CFM9346 - Taxing forex: bringing into account: basic rules for bringing amounts into account
Regulation 4 of SI 2002/1970
Regulation 4, SI2002/1970applies where:
- there is a disposal of an asset, and
- an exchange gain or loss has arisen on the asset in an accounting period beginning on or after 1 October 2002, and
- in accordance with GAAP, an exchange loss or gain (or part of one) on a liability or a currency contract has been taken to reserves, and
- it is set off against an exchange gain or loss on the asset.
It therefore applies in those cases where exchange gains or
losses on borrowings or currency contracts that hedge assets have
not hitherto been brought into account, in accordance with
FA96/S84A(3) or FA02/SCH26/PARA16(3). See
CFM9340.
Disposal is defined in Reg 2 (2)(a), SI2002/1970 as any event
that is treated as a disposal by TCGA 1992 and includes part
disposals. TCGA also governs the time of disposal as a result of
Reg 2(2)(b). When there is a disposal of a matched asset, Reg 4
provides that any net gain or net loss is brought into account for
the accounting period in which the disposal occurs. A net gain is
brought into charge as a chargeable gain, while a net loss is
relieved as an allowable loss.
This CG charge or allowance is a separate matter from any CG
computation on the disposal of the asset.
Regulation 5, SI2002/1970governs the amount to be brought
into account. It is the aggregate of all the exchange gains and
losses that accrued on liabilities or currency contracts insofar as
they were matched with the gains or losses on the asset.
CFM9370+ explains how to calculate this
amount.
Clogged losses
If a company disposes of shares to an unconnected party and
realises a loss, it can offset that capital loss against any
exchange gain arising on a 'matched' liability or currency
contract. Overall, no tax liability will arise on exchange gains
and losses that have been matched in the accounts.

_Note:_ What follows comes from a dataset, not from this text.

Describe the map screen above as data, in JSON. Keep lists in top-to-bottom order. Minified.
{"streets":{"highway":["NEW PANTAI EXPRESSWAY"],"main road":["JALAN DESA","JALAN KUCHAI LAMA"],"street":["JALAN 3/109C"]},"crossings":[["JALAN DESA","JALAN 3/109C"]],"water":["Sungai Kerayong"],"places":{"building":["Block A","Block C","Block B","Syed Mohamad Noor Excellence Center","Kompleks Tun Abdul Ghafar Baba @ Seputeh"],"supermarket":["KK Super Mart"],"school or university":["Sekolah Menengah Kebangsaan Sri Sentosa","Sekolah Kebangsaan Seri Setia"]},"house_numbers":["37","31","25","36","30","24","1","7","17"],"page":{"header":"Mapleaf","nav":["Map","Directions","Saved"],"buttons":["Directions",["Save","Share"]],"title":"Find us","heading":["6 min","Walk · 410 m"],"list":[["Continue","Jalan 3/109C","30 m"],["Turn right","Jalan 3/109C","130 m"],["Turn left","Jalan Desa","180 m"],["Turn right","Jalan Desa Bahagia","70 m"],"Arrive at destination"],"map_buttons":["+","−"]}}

But if the company disposes of the shares to a connected
person, any loss on the disposal will be
clogged under TCGA92/S18 (3) (see CG14561). It can
only be set against gains arising on transactions with the same
connected person so that, without any special rule, the company
would not be able to offset the loss against gains on the matched
liability. Reg 5(4) provides such a special rule, enabling
otherwise clogged losses to be deducted from an aggregate gain
arising on the matched liability or currency contract.